- **WORK REQUEST**:
Please copy out all lines of the entries that contain the word "hidden".

- **INPUT RECORDS**:
---+---

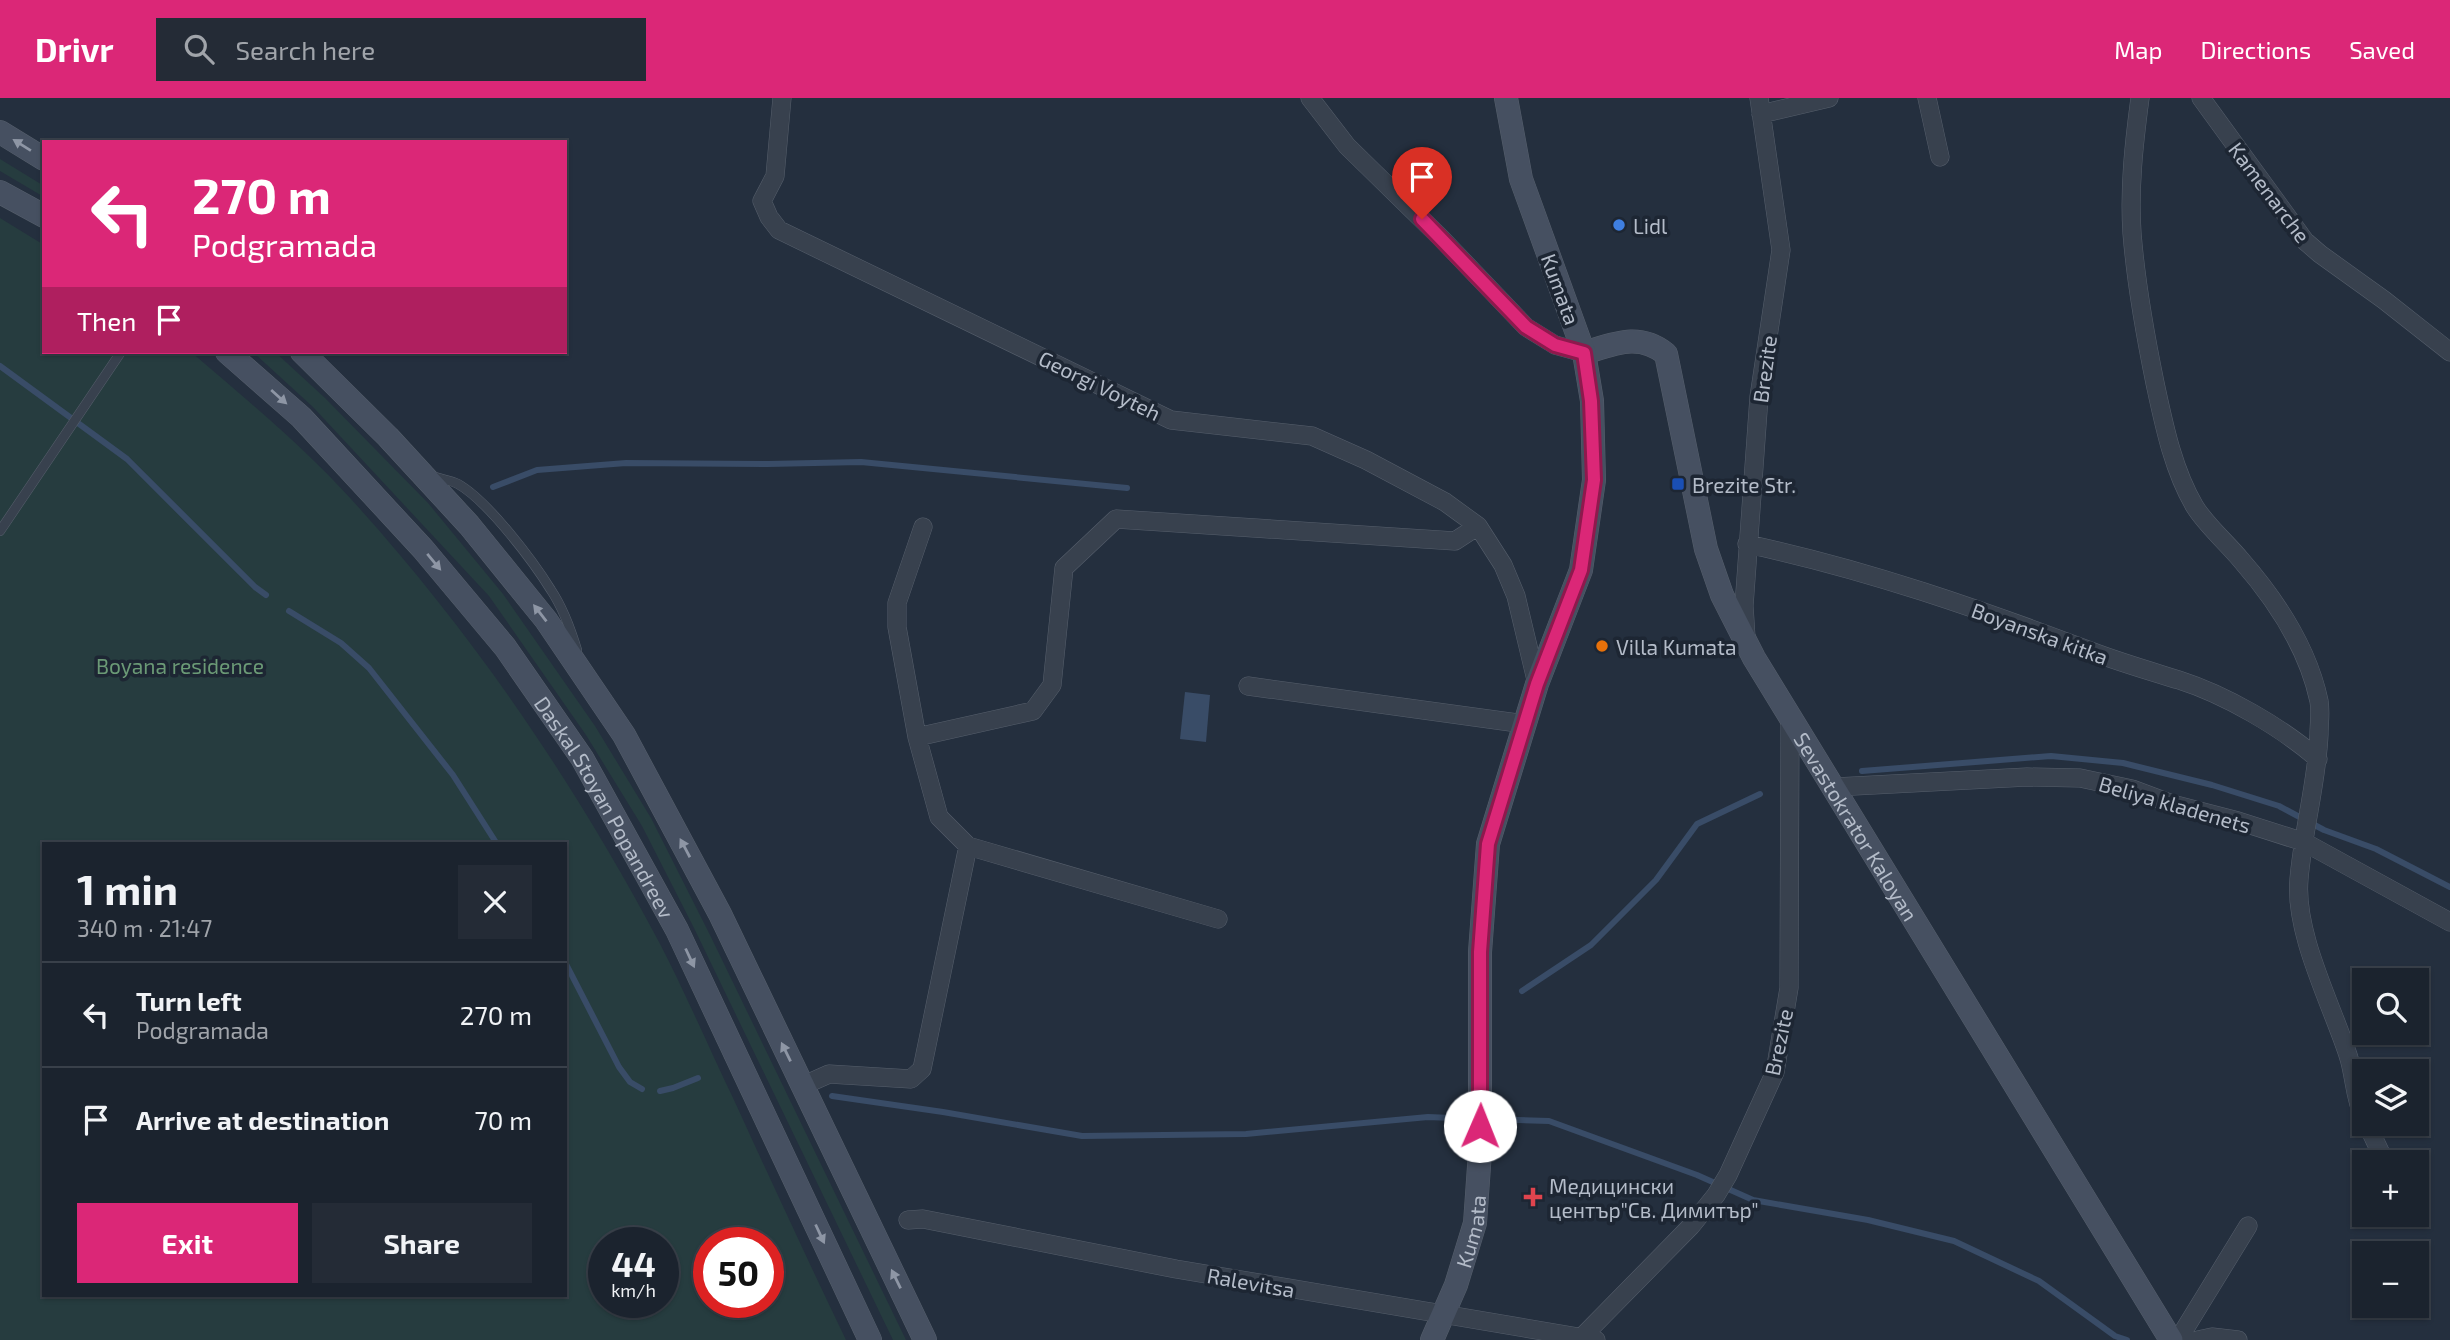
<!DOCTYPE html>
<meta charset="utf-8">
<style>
:root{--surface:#1b232e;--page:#242b36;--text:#f1f3f6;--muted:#a0a4aa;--line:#39404a;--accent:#db2777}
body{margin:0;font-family:"Exo 2",sans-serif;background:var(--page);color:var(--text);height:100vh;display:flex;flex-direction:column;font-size:26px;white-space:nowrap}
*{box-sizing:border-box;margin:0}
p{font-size:23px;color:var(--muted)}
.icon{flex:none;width:38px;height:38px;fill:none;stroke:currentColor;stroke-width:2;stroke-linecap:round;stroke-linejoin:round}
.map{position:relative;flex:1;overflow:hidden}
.side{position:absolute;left:42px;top:744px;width:525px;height:455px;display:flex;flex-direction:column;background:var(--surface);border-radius:0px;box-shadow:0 2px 5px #0004,0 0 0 2px var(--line)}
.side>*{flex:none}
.top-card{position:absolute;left:42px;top:42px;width:525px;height:214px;border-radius:0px;box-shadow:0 2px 5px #0004,0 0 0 2px var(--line);background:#db2777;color:#fff;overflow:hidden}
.tools{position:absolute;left:2352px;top:870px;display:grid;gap:14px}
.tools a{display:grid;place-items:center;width:77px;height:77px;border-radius:0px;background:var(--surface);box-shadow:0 2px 5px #0004,0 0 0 2px var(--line);font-size:35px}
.speed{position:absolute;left:588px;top:1129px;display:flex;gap:14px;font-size:35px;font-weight:700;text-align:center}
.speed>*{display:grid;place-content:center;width:91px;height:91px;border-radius:50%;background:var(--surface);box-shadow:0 2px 5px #0004,0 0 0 2px var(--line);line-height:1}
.speed small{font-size:18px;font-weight:400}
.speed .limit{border:10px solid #d22;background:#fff;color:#111}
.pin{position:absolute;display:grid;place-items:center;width:60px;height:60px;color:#fff;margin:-72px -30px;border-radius:50% 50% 50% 0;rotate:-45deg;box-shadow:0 0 7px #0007}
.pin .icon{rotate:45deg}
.me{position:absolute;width:77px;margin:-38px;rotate:1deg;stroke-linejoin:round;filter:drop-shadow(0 0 5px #0008)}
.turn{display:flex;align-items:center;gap:24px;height:147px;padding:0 35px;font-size:32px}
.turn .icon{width:91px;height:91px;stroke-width:2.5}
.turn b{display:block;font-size:49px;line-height:60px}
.then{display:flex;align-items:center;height:66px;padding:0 35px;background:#0003;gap:14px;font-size:26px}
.round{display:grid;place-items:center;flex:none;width:74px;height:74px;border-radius:0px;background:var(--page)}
.headline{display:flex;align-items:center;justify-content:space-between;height:119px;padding:0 35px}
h1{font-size:42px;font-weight:700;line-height:52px}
.action{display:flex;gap:14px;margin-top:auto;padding:14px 35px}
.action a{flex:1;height:80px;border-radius:0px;background:var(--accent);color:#fff;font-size:28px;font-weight:700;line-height:80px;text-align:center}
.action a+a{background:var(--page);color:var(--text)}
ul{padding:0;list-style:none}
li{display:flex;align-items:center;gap:21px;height:105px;padding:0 35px;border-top:2px solid var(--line)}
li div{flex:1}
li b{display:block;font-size:26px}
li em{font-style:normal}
header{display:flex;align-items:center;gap:42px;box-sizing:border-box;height:98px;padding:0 35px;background:var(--accent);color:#fff}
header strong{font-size:33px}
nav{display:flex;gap:38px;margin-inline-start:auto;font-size:24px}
.search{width:490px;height:63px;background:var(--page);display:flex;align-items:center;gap:18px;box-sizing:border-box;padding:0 24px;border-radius:0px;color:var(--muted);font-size:26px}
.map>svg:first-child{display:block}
</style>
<header>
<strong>Drivr</strong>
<div class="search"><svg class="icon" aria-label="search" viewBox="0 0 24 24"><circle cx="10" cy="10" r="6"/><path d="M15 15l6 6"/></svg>Search here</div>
<nav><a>Map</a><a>Directions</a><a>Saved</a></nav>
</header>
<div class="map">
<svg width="2450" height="1242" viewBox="0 0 2450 1242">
<rect width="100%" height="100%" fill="#242f3e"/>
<!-- green -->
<path fill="#263c3f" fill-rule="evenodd" d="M0,61L44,88V99L0,73Z
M0,120L44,147V254H191C246,301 302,347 351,401C473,535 574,684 659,844C686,896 709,950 734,1002C771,1083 808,1163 846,1242H0ZM44,746H565V1197H44ZM604,1144H663V1204H604ZM709,1144H768V1204H709Z
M253,254H275L325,300L428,405L503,496L595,628L651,720L711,839L906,1242H893L694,830L642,728L586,637L489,498L313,309Z"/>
<!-- water -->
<path fill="#394c67" d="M1185,594L1210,597L1206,644L1180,641Z"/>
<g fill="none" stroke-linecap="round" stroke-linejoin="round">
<!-- stream -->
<path stroke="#394c67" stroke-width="6" d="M0,268L127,361L255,489L266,497
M493,389L537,372L626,365L768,366L861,364L1127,390
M289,513L341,545L369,570L453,677L497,746
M1862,673L2051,658L2123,665L2212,687L2279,708L2324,732L2376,751L2450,789
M565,864L619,969L630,984L642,991
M1522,893L1591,847L1656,782L1697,726L1760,696
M660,993L673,990L698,980
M832,998L943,1014L1082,1038L1246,1036L1428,1019L1475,1021
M1486,1021L1549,1023L1697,1077L1753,1102L1868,1122L1954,1143L2039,1183L2115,1238L2127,1242"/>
<!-- lane casing -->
<g stroke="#565f6c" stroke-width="10">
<path id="lane" d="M432,378C440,381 451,382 458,386C488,403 533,463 551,492C563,510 571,532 577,552
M0,433L121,254"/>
</g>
<!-- street casing -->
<g stroke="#565f6c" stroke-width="19">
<path id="street" d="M782,0L775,78L762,103L769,119L779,132L1171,322L1312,338L1366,362L1445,404L1478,428L1503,467L1516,498L1537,586
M1310,0L1347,48L1441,140L1526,229L1555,247L1584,255
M1927,0L1940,59
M2140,0C2134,45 2129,90 2132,135C2136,186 2145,236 2155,285C2164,327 2173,372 2195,409C2207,428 2227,445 2241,462C2276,502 2308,551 2319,603C2321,614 2319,625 2319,636C2317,685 2303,732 2299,781C2294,835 2331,905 2348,957C2355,978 2354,1000 2364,1020
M2201,0L2305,143L2320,156L2384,202L2450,254
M1761,16L1829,0
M923,429L897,505V529L917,639L939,719L968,748L1218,821
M1747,446C1865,471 1980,511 2093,554C2122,565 2150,573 2179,582C2226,597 2281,629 2318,661
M1746,539L1744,508L1759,299L1781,152L1759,0
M1248,588L1525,626
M917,639L1033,613L1052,587L1064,470L1116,421L1455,443L1478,428
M1835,689L2027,679L2080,680L2132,691L2172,706L2238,723L2304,744L2450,824
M802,988L829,976L911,981L922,971L968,748
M2367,1026L2385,1064
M908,1122L923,1121L1176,1171L1596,1242
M1579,1242L1691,1128L1716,1097L1728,1077L1775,974L1789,890L1790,621
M2178,1242L2248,1128
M2198,1242L2212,1239L2238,1242"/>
</g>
<!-- secondary casing -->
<g stroke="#565f6c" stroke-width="24">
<g id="secondary">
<path d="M0,34L44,61"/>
<path d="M0,94L44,118"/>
<path id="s1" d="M227,254L301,319L423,451L505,549L582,660L677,832L870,1242"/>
<path d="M302,254L388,339L469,427L546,522L624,637L720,816L925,1242"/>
<path id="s2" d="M1584,255C1614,246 1639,234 1666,256L1706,451L1722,497L1754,560L2171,1242"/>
<path id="s3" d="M1432,1242L1456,1187L1475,1125L1480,1054V854L1488,746L1537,586L1581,472L1594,382L1592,303L1584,255L1521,81L1506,0"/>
</g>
</g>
<!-- lane -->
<use href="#lane" stroke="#38414e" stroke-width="9"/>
<!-- street -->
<use href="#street" stroke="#38414e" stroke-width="18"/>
<!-- secondary -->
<use href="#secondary" stroke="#465061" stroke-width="23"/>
</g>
<!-- one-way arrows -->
<defs><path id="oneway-solid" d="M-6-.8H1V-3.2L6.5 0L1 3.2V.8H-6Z" transform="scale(1.75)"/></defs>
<g fill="#8e96a5">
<use href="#oneway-solid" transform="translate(22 47) rotate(-148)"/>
<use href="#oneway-solid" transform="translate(279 299) rotate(42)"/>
<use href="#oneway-solid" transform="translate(434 464) rotate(50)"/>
<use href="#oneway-solid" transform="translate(540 515) rotate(-128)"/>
<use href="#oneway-solid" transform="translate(685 750) rotate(-118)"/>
<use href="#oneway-solid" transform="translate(690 860) rotate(65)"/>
<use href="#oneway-solid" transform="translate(786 954) rotate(-116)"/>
<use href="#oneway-solid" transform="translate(820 1136) rotate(65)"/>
<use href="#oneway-solid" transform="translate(896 1181) rotate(-116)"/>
</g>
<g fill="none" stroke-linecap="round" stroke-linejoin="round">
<!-- route casing -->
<g stroke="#8e194d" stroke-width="18">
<path id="route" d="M1422,121L1526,229L1555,247L1584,255L1591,303L1594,382L1581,472L1537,586L1488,746L1480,854V1028"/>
</g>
<!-- route -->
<use href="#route" stroke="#db2777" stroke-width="12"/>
</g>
<!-- markers -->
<circle fill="#3f7fe0" stroke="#1d2633" stroke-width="2.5" cx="1619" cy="127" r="7"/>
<rect fill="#1a4fb4" stroke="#1d2633" stroke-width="2.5" x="1671" y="379" width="14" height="14" rx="3.5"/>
<circle fill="#e8710a" stroke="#1d2633" stroke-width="2.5" cx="1602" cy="548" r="7"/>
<path fill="#e0444e" stroke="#1d2633" stroke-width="2.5" d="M1529.5 1088.5h7v7h7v7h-7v7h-7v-7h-7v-7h7z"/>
<g text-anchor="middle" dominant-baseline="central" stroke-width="7" stroke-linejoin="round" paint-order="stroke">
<!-- street labels -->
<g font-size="21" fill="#b4bcc9" stroke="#1d2633">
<text transform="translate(2270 94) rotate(53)">Kamenarche</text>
<text transform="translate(1561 191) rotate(70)">Kumata</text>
<text transform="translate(1764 271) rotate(-82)">Brezite</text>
<text transform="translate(1100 287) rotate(26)">Georgi Voyteh</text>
<text transform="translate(2040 535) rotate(20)">Boyanska kitka</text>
<text transform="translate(2175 706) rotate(16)">Beliya kladenets</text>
<text stroke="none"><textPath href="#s1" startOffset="595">Daskal Stoyan Popandreev</textPath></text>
<text stroke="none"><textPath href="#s2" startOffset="602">Sevastokrator Kaloyan</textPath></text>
<text transform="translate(1778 944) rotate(-78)">Brezite</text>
<text stroke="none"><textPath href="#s3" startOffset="116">Kumata</textPath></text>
<text transform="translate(1251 1184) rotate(10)">Ralevitsa</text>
</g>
<!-- poi labels -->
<g font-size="21" fill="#b4bcc9" stroke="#1d2633" text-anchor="start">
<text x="1633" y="127">Lidl</text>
<text x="1692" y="386">Brezite Str.</text>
<text x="1616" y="548">Villa Kumata</text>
<text x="1549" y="1087">Медицински<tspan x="1549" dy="24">център"Св. Димитър"</tspan></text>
</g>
<!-- park labels -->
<g font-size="21" fill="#6b9a76" stroke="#1d2633">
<text x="180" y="567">Boyana residence</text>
</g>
</g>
</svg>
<div class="tools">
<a><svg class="icon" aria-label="search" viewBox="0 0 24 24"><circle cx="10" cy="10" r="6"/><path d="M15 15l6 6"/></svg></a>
<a><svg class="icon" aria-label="layers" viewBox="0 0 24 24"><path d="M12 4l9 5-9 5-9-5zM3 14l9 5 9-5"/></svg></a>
<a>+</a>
<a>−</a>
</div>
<div class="speed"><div>44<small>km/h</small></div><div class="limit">50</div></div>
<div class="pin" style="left:1422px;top:121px;background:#d93025"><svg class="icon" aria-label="arrive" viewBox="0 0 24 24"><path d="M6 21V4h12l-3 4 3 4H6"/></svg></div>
<svg class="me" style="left:1480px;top:1028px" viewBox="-20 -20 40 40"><circle r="19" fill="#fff"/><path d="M0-13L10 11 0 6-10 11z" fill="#db2777"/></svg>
<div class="top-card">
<div class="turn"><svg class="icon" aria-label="left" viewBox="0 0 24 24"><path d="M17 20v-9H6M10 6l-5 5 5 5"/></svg><div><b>270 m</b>Podgramada</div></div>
<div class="then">Then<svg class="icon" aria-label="arrive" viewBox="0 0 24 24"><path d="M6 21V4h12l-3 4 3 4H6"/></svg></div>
</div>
<section class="side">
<div class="headline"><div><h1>1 min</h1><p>340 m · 21:47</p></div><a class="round"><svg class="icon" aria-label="close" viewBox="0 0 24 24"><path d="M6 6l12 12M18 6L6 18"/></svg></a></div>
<ul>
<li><svg class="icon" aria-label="left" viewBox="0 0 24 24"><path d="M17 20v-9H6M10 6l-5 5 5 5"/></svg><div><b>Turn left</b><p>Podgramada</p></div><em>270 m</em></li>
<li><svg class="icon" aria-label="arrive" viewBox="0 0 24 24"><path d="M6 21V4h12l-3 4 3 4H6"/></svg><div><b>Arrive at destination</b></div><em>70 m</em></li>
</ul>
<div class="action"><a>Exit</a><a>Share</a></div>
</section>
</div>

---+---

- **RESULT**:
.map{position:relative;flex:1;overflow:hidden}
.top-card{position:absolute;left:42px;top:42px;width:525px;height:214px;border-radius:0px;box-shadow:0 2px 5px #0004,0 0 0 2px var(--line);background:#db2777;color:#fff;overflow:hidden}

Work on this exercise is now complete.